(Items listed in a dataset)

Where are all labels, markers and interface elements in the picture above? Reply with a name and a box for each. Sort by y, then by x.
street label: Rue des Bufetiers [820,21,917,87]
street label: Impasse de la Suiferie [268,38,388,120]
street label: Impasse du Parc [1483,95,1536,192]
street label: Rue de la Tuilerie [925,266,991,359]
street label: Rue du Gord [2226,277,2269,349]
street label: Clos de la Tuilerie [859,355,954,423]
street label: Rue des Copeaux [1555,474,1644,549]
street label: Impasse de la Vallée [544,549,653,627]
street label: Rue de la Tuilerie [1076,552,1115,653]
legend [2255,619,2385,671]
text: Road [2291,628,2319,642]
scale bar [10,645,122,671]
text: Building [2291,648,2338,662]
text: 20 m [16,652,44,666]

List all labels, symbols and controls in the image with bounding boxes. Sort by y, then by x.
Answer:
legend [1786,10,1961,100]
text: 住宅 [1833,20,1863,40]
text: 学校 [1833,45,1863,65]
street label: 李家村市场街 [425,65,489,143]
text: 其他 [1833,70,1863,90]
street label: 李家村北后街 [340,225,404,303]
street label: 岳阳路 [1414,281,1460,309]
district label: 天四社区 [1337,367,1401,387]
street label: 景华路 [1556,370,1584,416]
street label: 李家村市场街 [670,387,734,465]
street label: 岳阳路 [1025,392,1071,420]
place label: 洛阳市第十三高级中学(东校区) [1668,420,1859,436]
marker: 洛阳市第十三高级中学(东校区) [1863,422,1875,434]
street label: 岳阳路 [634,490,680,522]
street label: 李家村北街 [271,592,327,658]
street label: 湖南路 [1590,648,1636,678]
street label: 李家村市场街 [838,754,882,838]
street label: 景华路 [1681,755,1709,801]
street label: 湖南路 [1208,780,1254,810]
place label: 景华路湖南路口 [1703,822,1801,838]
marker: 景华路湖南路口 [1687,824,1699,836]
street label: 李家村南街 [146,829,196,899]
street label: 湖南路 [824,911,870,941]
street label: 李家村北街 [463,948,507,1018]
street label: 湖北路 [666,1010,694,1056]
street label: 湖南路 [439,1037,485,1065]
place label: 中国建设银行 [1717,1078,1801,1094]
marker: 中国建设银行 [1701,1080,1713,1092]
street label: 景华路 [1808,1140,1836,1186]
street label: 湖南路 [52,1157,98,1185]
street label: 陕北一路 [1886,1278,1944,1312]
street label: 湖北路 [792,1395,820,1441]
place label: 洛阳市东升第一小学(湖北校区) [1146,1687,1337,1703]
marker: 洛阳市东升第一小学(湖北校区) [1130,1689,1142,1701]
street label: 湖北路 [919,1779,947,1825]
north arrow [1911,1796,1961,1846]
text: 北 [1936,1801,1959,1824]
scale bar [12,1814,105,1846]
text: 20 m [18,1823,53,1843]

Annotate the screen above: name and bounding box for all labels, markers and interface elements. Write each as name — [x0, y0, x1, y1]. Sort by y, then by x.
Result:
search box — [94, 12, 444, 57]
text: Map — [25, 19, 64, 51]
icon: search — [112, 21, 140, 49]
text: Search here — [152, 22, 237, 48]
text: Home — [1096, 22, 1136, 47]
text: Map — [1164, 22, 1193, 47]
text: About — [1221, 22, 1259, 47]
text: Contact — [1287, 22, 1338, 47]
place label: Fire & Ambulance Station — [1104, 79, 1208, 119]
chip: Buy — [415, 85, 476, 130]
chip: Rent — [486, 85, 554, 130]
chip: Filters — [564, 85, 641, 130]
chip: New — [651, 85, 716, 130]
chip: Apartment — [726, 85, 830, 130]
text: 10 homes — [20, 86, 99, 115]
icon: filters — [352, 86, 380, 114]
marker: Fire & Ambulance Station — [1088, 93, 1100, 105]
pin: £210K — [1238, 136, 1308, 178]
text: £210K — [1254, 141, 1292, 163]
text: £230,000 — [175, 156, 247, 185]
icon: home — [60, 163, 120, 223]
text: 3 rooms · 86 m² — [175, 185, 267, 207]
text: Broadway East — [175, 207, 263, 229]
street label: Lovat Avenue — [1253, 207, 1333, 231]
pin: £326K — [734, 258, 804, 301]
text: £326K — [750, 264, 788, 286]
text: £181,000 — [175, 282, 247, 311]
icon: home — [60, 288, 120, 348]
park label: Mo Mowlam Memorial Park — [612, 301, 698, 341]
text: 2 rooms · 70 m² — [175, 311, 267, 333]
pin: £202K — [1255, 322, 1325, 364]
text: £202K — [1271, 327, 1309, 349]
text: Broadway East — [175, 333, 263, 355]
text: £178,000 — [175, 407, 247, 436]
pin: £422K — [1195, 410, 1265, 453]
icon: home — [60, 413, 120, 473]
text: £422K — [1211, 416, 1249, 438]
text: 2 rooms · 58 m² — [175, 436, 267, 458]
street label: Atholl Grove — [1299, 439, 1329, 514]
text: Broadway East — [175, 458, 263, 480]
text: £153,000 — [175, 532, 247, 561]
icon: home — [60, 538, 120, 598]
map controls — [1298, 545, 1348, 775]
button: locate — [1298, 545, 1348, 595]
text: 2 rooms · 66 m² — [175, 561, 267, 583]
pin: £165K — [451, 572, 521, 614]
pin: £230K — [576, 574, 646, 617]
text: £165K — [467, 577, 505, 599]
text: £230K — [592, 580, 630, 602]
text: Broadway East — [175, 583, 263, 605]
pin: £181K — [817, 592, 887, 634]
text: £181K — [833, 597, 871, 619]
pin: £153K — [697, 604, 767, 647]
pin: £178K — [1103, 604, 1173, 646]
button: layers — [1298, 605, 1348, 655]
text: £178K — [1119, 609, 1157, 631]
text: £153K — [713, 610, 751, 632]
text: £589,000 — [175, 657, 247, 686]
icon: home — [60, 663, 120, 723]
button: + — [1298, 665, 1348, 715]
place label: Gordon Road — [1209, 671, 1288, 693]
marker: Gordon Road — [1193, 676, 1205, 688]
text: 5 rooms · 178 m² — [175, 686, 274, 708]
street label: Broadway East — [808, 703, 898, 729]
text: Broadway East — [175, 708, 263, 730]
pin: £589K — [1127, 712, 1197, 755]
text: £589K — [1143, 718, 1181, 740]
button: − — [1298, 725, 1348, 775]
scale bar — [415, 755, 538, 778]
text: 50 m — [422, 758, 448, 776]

*TASK PROMPT:*
The response should be every record above restated exactly.

*RESPONSE TO THE EXERCISE:*
Where are all labels, markers and interface elements in the picture above? Reply with a name and a box for each. Sort by y, then by x.
street label: Rue des Bufetiers [820,21,917,87]
street label: Impasse de la Suiferie [268,38,388,120]
street label: Impasse du Parc [1483,95,1536,192]
street label: Rue de la Tuilerie [925,266,991,359]
street label: Rue du Gord [2226,277,2269,349]
street label: Clos de la Tuilerie [859,355,954,423]
street label: Rue des Copeaux [1555,474,1644,549]
street label: Impasse de la Vallée [544,549,653,627]
street label: Rue de la Tuilerie [1076,552,1115,653]
legend [2255,619,2385,671]
text: Road [2291,628,2319,642]
scale bar [10,645,122,671]
text: Building [2291,648,2338,662]
text: 20 m [16,652,44,666]

List all labels, symbols and controls in the image with bounding boxes. Sort by y, then by x.
Answer:
legend [1786,10,1961,100]
text: 住宅 [1833,20,1863,40]
text: 学校 [1833,45,1863,65]
street label: 李家村市场街 [425,65,489,143]
text: 其他 [1833,70,1863,90]
street label: 李家村北后街 [340,225,404,303]
street label: 岳阳路 [1414,281,1460,309]
district label: 天四社区 [1337,367,1401,387]
street label: 景华路 [1556,370,1584,416]
street label: 李家村市场街 [670,387,734,465]
street label: 岳阳路 [1025,392,1071,420]
place label: 洛阳市第十三高级中学(东校区) [1668,420,1859,436]
marker: 洛阳市第十三高级中学(东校区) [1863,422,1875,434]
street label: 岳阳路 [634,490,680,522]
street label: 李家村北街 [271,592,327,658]
street label: 湖南路 [1590,648,1636,678]
street label: 李家村市场街 [838,754,882,838]
street label: 景华路 [1681,755,1709,801]
street label: 湖南路 [1208,780,1254,810]
place label: 景华路湖南路口 [1703,822,1801,838]
marker: 景华路湖南路口 [1687,824,1699,836]
street label: 李家村南街 [146,829,196,899]
street label: 湖南路 [824,911,870,941]
street label: 李家村北街 [463,948,507,1018]
street label: 湖北路 [666,1010,694,1056]
street label: 湖南路 [439,1037,485,1065]
place label: 中国建设银行 [1717,1078,1801,1094]
marker: 中国建设银行 [1701,1080,1713,1092]
street label: 景华路 [1808,1140,1836,1186]
street label: 湖南路 [52,1157,98,1185]
street label: 陕北一路 [1886,1278,1944,1312]
street label: 湖北路 [792,1395,820,1441]
place label: 洛阳市东升第一小学(湖北校区) [1146,1687,1337,1703]
marker: 洛阳市东升第一小学(湖北校区) [1130,1689,1142,1701]
street label: 湖北路 [919,1779,947,1825]
north arrow [1911,1796,1961,1846]
text: 北 [1936,1801,1959,1824]
scale bar [12,1814,105,1846]
text: 20 m [18,1823,53,1843]

Annotate the screen above: name and bounding box for all labels, markers and interface elements. Write each as name — [x0, y0, x1, y1]. Sort by y, then by x.
Result:
search box — [94, 12, 444, 57]
text: Map — [25, 19, 64, 51]
icon: search — [112, 21, 140, 49]
text: Search here — [152, 22, 237, 48]
text: Home — [1096, 22, 1136, 47]
text: Map — [1164, 22, 1193, 47]
text: About — [1221, 22, 1259, 47]
text: Contact — [1287, 22, 1338, 47]
place label: Fire & Ambulance Station — [1104, 79, 1208, 119]
chip: Buy — [415, 85, 476, 130]
chip: Rent — [486, 85, 554, 130]
chip: Filters — [564, 85, 641, 130]
chip: New — [651, 85, 716, 130]
chip: Apartment — [726, 85, 830, 130]
text: 10 homes — [20, 86, 99, 115]
icon: filters — [352, 86, 380, 114]
marker: Fire & Ambulance Station — [1088, 93, 1100, 105]
pin: £210K — [1238, 136, 1308, 178]
text: £210K — [1254, 141, 1292, 163]
text: £230,000 — [175, 156, 247, 185]
icon: home — [60, 163, 120, 223]
text: 3 rooms · 86 m² — [175, 185, 267, 207]
text: Broadway East — [175, 207, 263, 229]
street label: Lovat Avenue — [1253, 207, 1333, 231]
pin: £326K — [734, 258, 804, 301]
text: £326K — [750, 264, 788, 286]
text: £181,000 — [175, 282, 247, 311]
icon: home — [60, 288, 120, 348]
park label: Mo Mowlam Memorial Park — [612, 301, 698, 341]
text: 2 rooms · 70 m² — [175, 311, 267, 333]
pin: £202K — [1255, 322, 1325, 364]
text: £202K — [1271, 327, 1309, 349]
text: Broadway East — [175, 333, 263, 355]
text: £178,000 — [175, 407, 247, 436]
pin: £422K — [1195, 410, 1265, 453]
icon: home — [60, 413, 120, 473]
text: £422K — [1211, 416, 1249, 438]
text: 2 rooms · 58 m² — [175, 436, 267, 458]
street label: Atholl Grove — [1299, 439, 1329, 514]
text: Broadway East — [175, 458, 263, 480]
text: £153,000 — [175, 532, 247, 561]
icon: home — [60, 538, 120, 598]
map controls — [1298, 545, 1348, 775]
button: locate — [1298, 545, 1348, 595]
text: 2 rooms · 66 m² — [175, 561, 267, 583]
pin: £165K — [451, 572, 521, 614]
pin: £230K — [576, 574, 646, 617]
text: £165K — [467, 577, 505, 599]
text: £230K — [592, 580, 630, 602]
text: Broadway East — [175, 583, 263, 605]
pin: £181K — [817, 592, 887, 634]
text: £181K — [833, 597, 871, 619]
pin: £153K — [697, 604, 767, 647]
pin: £178K — [1103, 604, 1173, 646]
button: layers — [1298, 605, 1348, 655]
text: £178K — [1119, 609, 1157, 631]
text: £153K — [713, 610, 751, 632]
text: £589,000 — [175, 657, 247, 686]
icon: home — [60, 663, 120, 723]
button: + — [1298, 665, 1348, 715]
place label: Gordon Road — [1209, 671, 1288, 693]
marker: Gordon Road — [1193, 676, 1205, 688]
text: 5 rooms · 178 m² — [175, 686, 274, 708]
street label: Broadway East — [808, 703, 898, 729]
text: Broadway East — [175, 708, 263, 730]
pin: £589K — [1127, 712, 1197, 755]
text: £589K — [1143, 718, 1181, 740]
button: − — [1298, 725, 1348, 775]
scale bar — [415, 755, 538, 778]
text: 50 m — [422, 758, 448, 776]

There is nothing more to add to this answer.